- Records to process
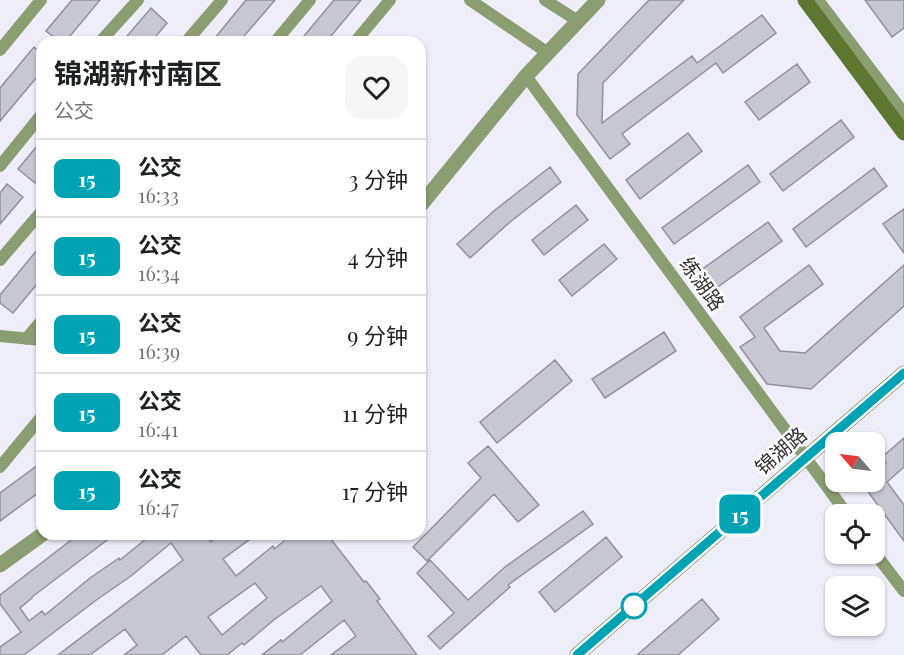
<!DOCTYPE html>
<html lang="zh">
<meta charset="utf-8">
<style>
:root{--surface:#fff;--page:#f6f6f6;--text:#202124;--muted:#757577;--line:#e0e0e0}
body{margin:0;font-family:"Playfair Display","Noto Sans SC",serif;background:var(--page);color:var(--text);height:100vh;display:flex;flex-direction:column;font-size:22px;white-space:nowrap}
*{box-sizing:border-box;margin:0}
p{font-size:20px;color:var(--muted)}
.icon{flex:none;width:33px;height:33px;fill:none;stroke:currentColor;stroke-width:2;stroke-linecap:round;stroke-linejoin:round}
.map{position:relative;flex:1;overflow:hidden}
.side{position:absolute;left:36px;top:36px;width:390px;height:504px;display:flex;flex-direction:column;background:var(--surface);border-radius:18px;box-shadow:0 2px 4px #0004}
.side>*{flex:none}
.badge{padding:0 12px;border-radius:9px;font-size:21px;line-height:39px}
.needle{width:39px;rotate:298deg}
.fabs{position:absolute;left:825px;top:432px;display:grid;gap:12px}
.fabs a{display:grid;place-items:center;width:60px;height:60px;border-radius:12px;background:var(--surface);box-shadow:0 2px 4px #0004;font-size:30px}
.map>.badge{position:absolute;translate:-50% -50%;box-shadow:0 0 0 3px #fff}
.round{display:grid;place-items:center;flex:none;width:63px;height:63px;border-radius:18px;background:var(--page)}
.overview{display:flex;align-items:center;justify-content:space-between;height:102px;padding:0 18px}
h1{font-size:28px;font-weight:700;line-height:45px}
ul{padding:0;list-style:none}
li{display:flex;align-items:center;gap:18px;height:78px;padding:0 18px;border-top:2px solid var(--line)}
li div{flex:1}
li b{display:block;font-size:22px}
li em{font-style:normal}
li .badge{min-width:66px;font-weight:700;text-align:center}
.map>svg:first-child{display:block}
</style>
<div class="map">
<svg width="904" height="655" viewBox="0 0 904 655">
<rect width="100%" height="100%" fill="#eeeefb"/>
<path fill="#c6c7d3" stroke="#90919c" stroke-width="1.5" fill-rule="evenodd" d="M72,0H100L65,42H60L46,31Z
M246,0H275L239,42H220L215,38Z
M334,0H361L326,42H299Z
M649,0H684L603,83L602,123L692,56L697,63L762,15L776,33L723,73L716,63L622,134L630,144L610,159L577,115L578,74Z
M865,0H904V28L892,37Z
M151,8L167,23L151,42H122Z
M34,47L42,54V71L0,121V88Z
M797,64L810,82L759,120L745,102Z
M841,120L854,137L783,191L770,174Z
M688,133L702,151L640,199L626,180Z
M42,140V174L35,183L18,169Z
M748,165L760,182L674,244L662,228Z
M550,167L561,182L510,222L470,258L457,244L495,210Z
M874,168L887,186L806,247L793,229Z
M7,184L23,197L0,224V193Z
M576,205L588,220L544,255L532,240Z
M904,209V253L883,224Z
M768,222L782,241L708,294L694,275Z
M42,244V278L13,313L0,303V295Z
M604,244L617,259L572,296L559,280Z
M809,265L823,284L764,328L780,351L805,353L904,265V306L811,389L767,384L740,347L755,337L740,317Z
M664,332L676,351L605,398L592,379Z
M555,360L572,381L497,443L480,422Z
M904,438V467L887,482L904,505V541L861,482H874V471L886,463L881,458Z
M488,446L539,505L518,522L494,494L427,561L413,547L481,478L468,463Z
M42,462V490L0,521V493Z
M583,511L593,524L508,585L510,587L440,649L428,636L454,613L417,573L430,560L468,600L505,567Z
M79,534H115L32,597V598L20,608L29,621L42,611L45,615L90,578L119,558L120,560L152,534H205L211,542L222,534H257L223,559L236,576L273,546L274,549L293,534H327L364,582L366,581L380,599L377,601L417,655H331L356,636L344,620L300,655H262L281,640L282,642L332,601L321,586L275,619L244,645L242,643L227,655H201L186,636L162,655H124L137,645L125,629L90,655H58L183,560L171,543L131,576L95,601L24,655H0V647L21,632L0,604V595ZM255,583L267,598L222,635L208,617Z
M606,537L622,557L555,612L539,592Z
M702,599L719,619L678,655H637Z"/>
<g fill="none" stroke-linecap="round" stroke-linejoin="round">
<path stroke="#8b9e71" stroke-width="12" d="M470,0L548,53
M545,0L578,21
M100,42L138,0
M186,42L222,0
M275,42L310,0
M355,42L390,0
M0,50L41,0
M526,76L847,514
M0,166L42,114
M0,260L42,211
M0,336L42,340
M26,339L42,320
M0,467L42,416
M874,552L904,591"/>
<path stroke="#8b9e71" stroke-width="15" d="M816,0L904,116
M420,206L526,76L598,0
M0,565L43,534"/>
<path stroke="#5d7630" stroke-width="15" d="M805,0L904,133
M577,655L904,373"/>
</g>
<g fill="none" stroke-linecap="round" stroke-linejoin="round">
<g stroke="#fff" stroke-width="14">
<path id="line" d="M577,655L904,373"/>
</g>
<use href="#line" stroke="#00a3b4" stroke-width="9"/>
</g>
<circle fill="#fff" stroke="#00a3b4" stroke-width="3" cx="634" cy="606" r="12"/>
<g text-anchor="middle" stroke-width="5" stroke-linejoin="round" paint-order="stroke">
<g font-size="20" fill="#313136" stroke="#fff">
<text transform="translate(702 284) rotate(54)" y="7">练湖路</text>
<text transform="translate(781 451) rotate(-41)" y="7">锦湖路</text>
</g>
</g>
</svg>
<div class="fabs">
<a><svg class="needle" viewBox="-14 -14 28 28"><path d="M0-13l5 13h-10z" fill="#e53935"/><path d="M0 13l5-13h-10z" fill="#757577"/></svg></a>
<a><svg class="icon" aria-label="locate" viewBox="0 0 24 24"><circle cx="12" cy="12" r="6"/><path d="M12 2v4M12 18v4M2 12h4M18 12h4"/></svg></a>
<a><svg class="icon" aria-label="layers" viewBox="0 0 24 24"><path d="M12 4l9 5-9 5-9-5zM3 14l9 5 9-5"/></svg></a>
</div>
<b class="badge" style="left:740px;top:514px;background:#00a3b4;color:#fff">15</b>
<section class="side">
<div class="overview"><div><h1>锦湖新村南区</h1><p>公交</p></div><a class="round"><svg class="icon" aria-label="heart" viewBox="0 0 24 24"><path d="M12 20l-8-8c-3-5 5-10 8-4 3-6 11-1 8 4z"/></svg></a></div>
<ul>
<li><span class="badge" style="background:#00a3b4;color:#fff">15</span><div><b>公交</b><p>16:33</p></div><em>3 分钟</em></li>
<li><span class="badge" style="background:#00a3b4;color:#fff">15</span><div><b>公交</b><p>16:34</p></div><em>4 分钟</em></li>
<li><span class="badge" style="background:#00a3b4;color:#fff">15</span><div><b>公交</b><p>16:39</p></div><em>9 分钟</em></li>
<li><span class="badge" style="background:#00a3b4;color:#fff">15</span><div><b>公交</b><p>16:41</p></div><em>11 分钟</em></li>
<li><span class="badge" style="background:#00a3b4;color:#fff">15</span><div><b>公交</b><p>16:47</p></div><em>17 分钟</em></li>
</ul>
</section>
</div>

- Task directions
Nothing but the lines with "column" should be returned, copied from the entries above.

- Written reply
body{margin:0;font-family:"Playfair Display","Noto Sans SC",serif;background:var(--page);color:var(--text);height:100vh;display:flex;flex-direction:column;font-size:22px;white-space:nowrap}
.side{position:absolute;left:36px;top:36px;width:390px;height:504px;display:flex;flex-direction:column;background:var(--surface);border-radius:18px;box-shadow:0 2px 4px #0004}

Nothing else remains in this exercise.